Using the string "lineJoin" as the key, pull each matching line out of the records below.

[Saved entries]
################

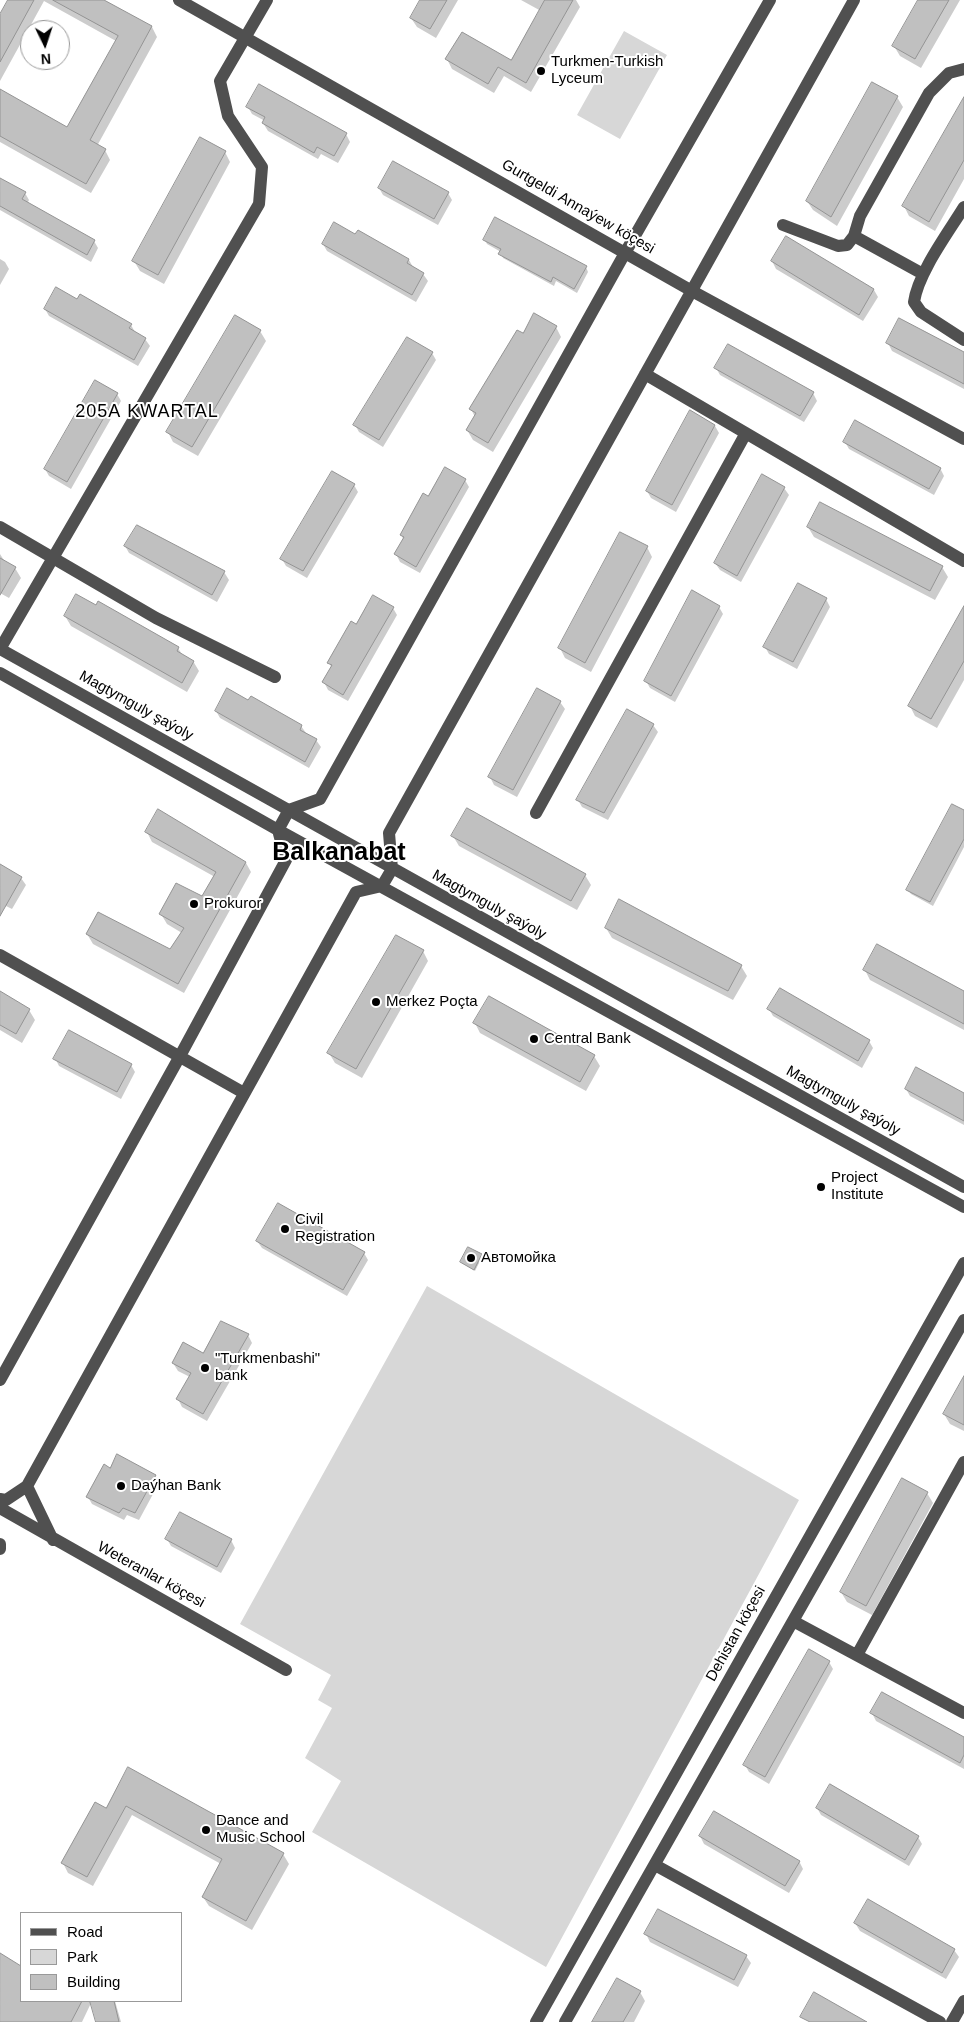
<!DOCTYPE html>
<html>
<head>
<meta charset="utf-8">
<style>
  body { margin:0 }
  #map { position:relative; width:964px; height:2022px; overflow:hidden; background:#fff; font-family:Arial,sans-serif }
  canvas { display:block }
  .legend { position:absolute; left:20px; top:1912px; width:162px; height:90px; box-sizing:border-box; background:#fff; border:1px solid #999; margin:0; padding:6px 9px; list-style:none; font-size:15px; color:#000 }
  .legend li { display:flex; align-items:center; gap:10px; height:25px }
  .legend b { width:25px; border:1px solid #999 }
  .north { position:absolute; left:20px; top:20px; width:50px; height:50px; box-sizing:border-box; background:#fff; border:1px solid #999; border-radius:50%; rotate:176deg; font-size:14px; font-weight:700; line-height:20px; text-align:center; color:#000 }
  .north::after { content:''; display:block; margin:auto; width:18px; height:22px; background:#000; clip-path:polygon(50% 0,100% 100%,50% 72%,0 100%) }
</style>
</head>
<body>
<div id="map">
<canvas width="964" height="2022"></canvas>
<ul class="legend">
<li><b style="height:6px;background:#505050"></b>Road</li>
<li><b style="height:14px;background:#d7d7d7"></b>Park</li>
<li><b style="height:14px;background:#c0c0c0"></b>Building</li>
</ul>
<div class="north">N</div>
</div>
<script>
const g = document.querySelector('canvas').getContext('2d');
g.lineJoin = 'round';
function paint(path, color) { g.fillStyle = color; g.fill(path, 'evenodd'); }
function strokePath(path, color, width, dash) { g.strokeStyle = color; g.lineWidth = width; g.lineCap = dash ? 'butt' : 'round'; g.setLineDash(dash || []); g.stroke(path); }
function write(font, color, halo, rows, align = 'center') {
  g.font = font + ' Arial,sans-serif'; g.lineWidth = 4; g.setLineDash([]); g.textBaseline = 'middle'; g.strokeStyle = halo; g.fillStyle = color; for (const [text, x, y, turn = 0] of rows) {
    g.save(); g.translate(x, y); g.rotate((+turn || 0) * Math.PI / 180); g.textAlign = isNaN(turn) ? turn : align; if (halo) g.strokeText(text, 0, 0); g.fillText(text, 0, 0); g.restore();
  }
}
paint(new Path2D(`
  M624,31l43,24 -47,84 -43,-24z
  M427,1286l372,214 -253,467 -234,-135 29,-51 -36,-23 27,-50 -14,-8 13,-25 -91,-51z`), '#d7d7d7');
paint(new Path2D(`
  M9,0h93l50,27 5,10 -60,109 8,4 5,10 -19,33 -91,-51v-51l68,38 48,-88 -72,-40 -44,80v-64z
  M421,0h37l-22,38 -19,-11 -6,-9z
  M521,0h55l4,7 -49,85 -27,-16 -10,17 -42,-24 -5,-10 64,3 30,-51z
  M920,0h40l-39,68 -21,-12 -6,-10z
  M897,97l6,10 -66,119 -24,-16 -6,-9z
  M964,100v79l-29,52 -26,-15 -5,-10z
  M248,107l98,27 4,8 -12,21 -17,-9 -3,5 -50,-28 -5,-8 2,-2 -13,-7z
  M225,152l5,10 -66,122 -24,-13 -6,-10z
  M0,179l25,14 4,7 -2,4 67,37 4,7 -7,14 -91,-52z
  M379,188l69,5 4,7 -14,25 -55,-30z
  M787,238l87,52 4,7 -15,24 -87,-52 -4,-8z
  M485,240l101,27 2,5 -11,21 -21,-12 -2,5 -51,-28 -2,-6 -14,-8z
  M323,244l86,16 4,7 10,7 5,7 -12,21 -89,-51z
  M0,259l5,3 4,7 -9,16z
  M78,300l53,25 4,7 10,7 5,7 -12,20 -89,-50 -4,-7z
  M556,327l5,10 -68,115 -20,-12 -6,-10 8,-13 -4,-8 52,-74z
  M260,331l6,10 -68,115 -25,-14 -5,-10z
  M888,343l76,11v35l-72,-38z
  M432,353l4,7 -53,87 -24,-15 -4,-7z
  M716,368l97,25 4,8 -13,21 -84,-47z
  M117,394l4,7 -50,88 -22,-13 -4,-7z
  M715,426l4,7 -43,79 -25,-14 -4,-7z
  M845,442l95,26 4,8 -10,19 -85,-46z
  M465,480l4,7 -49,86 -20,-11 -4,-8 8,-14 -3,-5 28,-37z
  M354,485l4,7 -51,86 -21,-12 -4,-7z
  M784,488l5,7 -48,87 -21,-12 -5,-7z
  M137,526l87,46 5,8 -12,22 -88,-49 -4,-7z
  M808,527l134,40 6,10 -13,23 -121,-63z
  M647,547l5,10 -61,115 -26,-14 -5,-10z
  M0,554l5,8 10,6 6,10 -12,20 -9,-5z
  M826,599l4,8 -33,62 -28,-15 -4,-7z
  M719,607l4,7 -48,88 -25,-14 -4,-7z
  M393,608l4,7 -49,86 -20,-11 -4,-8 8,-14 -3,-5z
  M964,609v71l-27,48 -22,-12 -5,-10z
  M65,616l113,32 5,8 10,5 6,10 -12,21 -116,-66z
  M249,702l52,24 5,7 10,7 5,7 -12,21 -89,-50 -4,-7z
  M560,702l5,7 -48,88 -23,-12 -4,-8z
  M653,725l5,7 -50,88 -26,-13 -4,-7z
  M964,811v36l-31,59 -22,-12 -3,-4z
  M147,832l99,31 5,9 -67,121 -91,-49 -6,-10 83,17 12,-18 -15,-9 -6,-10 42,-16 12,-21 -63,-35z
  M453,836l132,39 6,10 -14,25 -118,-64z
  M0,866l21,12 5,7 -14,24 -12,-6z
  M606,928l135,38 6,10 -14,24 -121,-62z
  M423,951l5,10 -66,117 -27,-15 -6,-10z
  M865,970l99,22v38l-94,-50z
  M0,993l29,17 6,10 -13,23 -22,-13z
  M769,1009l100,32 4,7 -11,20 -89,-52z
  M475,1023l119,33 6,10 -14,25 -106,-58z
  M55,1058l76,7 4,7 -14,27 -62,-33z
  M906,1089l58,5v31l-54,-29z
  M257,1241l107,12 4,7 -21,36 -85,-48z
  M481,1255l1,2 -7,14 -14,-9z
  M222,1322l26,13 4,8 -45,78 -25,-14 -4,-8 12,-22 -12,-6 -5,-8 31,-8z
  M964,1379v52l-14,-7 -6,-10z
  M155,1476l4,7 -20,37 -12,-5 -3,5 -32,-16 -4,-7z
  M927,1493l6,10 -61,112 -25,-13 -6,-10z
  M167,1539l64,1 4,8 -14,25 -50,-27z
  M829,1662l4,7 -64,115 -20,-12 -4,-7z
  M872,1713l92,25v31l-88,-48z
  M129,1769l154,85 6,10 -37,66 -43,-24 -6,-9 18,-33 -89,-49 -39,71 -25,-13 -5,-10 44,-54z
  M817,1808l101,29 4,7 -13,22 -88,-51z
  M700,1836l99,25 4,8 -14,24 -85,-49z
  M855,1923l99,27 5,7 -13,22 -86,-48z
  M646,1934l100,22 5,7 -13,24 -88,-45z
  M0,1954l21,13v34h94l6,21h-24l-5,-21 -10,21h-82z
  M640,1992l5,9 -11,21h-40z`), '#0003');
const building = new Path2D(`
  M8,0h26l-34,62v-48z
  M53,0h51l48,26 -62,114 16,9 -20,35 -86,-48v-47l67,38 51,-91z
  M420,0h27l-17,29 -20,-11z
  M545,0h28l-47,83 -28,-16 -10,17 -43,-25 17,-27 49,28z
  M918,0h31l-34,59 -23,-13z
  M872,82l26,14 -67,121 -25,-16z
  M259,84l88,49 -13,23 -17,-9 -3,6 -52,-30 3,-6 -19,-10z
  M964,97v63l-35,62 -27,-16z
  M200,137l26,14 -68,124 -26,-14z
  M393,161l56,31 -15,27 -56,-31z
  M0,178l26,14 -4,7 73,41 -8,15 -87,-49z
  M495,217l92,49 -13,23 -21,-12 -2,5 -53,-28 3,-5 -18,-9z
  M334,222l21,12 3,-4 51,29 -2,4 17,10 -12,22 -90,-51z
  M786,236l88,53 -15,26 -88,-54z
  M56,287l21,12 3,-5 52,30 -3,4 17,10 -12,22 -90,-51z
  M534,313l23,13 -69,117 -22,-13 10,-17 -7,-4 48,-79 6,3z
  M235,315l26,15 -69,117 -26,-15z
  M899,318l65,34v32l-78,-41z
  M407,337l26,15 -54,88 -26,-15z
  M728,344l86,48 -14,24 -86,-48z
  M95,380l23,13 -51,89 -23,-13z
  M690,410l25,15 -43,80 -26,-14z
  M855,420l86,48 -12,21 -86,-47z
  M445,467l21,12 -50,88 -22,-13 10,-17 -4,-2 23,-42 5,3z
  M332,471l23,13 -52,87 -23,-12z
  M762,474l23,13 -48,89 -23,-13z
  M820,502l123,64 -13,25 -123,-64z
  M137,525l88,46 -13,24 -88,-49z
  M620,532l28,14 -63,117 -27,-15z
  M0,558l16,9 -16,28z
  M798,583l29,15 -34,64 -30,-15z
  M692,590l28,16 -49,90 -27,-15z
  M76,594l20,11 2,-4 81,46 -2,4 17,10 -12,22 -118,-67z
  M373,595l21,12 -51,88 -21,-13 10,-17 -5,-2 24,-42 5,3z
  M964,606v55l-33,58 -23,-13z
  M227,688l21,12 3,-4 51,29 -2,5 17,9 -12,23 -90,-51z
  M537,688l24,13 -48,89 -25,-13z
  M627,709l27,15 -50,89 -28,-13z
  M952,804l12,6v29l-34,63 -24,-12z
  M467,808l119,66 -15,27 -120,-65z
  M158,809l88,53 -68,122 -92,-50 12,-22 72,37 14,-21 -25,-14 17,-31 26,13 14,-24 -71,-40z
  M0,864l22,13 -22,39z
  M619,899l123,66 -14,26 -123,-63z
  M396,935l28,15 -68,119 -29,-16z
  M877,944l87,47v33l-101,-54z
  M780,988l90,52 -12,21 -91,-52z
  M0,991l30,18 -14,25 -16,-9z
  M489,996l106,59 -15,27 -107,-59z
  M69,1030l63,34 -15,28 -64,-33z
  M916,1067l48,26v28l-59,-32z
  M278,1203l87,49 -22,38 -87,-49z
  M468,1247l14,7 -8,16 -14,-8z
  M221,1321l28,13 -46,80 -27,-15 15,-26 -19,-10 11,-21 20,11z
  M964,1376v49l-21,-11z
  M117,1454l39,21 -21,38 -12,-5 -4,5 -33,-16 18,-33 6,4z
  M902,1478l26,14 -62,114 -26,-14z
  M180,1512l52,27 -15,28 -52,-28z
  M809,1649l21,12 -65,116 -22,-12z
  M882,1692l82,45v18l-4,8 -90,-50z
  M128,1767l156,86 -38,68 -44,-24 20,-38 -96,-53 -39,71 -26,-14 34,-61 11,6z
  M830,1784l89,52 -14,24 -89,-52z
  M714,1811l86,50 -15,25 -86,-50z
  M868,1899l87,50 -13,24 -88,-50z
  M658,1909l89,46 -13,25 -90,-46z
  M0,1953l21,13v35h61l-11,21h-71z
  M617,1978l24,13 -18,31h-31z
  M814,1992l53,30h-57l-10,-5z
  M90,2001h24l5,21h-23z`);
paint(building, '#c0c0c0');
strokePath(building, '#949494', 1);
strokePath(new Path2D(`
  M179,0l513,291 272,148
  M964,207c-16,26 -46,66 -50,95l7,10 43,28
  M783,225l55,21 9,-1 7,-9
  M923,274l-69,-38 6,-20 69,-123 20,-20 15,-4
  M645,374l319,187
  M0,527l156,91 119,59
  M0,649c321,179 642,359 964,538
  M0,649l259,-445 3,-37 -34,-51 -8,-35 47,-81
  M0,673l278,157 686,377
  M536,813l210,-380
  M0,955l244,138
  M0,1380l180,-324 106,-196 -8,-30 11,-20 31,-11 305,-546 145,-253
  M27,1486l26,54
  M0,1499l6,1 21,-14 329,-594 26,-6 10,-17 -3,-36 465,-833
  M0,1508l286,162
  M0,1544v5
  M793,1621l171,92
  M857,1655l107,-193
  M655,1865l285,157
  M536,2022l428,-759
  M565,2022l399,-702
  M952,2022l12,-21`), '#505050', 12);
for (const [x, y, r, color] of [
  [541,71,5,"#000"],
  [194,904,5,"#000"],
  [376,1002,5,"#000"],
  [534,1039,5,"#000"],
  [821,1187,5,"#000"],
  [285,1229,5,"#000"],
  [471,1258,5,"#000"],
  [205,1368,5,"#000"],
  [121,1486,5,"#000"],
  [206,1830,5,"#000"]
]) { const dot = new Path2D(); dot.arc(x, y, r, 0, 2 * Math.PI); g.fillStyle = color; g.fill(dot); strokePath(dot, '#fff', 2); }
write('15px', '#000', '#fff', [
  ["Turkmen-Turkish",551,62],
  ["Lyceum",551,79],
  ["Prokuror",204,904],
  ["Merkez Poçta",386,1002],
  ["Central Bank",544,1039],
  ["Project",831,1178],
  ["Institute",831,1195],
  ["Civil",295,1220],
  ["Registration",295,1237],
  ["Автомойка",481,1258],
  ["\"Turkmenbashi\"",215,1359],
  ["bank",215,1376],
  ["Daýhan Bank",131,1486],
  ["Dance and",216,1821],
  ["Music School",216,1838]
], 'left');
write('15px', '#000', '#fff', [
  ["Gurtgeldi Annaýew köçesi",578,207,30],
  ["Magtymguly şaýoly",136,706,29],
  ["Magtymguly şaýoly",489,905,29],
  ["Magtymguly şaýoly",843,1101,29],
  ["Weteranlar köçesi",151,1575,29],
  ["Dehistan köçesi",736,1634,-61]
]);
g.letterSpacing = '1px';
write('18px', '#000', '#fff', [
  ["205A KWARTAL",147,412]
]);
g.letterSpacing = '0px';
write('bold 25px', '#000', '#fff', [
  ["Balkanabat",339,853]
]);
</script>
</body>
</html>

################

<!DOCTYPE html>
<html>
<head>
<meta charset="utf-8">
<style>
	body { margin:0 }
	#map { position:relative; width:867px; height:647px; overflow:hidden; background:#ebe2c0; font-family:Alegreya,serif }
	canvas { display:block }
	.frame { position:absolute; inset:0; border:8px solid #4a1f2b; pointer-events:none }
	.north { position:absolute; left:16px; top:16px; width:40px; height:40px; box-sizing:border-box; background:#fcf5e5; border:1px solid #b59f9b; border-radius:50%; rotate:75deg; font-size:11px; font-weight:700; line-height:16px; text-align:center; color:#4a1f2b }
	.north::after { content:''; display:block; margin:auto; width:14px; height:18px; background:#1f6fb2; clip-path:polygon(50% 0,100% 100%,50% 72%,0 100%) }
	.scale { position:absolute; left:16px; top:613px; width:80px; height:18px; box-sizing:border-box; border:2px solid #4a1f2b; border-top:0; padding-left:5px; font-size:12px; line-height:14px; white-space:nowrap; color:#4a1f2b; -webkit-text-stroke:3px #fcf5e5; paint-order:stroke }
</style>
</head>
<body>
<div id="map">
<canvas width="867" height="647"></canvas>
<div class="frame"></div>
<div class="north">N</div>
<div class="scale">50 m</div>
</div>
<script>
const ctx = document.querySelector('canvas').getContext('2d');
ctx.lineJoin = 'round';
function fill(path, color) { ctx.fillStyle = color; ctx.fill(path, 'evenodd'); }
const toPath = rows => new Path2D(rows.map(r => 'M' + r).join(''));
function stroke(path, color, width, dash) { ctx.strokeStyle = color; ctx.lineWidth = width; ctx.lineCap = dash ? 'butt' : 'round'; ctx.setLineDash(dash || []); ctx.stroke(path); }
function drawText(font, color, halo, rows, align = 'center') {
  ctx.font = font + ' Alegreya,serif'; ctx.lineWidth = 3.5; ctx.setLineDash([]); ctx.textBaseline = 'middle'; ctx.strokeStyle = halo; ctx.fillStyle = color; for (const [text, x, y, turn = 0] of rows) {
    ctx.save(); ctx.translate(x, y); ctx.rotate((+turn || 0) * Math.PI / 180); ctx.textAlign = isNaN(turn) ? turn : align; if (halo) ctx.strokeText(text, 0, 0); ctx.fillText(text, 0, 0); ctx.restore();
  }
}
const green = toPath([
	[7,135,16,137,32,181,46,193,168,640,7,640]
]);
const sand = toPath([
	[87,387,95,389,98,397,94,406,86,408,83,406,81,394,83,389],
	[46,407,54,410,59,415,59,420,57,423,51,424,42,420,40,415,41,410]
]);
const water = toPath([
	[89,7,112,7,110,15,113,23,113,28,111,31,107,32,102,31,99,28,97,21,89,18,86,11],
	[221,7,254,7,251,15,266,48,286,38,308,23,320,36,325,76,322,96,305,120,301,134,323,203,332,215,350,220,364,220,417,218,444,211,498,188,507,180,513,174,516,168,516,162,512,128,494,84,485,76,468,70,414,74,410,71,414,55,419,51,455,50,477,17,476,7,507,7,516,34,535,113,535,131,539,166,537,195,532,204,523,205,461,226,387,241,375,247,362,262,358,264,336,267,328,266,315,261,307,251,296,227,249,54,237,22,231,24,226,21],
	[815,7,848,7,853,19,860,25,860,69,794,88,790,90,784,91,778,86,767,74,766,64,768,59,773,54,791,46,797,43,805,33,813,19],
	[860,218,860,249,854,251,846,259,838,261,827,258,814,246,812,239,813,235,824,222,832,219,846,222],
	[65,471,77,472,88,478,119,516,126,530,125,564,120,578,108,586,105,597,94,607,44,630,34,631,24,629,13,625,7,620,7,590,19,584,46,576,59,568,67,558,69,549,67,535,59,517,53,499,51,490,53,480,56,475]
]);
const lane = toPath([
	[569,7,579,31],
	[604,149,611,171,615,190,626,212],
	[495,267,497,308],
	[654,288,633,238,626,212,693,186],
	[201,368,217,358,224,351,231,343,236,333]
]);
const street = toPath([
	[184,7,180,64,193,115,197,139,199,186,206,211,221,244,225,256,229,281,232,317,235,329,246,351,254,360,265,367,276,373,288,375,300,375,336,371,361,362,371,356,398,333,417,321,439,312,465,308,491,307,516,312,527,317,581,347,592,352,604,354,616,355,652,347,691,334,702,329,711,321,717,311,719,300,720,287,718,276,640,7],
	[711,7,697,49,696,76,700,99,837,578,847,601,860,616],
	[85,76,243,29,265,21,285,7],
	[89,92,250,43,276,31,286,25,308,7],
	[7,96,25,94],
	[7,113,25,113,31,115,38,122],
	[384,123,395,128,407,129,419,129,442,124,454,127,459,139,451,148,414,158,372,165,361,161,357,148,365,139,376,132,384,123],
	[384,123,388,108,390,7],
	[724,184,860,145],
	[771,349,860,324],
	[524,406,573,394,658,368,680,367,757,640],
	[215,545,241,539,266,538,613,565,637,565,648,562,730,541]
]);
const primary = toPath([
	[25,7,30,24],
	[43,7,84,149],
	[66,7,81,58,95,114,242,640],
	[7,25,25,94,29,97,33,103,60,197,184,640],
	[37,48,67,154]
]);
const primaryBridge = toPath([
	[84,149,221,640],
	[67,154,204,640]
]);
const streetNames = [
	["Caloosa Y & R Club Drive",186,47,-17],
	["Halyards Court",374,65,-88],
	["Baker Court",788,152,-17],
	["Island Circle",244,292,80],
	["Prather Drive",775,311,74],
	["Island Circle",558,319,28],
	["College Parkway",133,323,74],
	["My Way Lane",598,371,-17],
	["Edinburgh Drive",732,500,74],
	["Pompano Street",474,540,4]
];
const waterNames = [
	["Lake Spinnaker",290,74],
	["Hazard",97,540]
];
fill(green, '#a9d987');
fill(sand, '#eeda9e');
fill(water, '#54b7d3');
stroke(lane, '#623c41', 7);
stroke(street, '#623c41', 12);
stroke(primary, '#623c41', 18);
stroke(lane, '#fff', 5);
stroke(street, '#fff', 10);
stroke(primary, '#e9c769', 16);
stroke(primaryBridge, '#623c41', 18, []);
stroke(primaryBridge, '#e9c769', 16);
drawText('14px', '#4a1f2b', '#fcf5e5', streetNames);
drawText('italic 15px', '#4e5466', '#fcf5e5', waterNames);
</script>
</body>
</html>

################

__REPLY__.
g.lineJoin = 'round';
ctx.lineJoin = 'round';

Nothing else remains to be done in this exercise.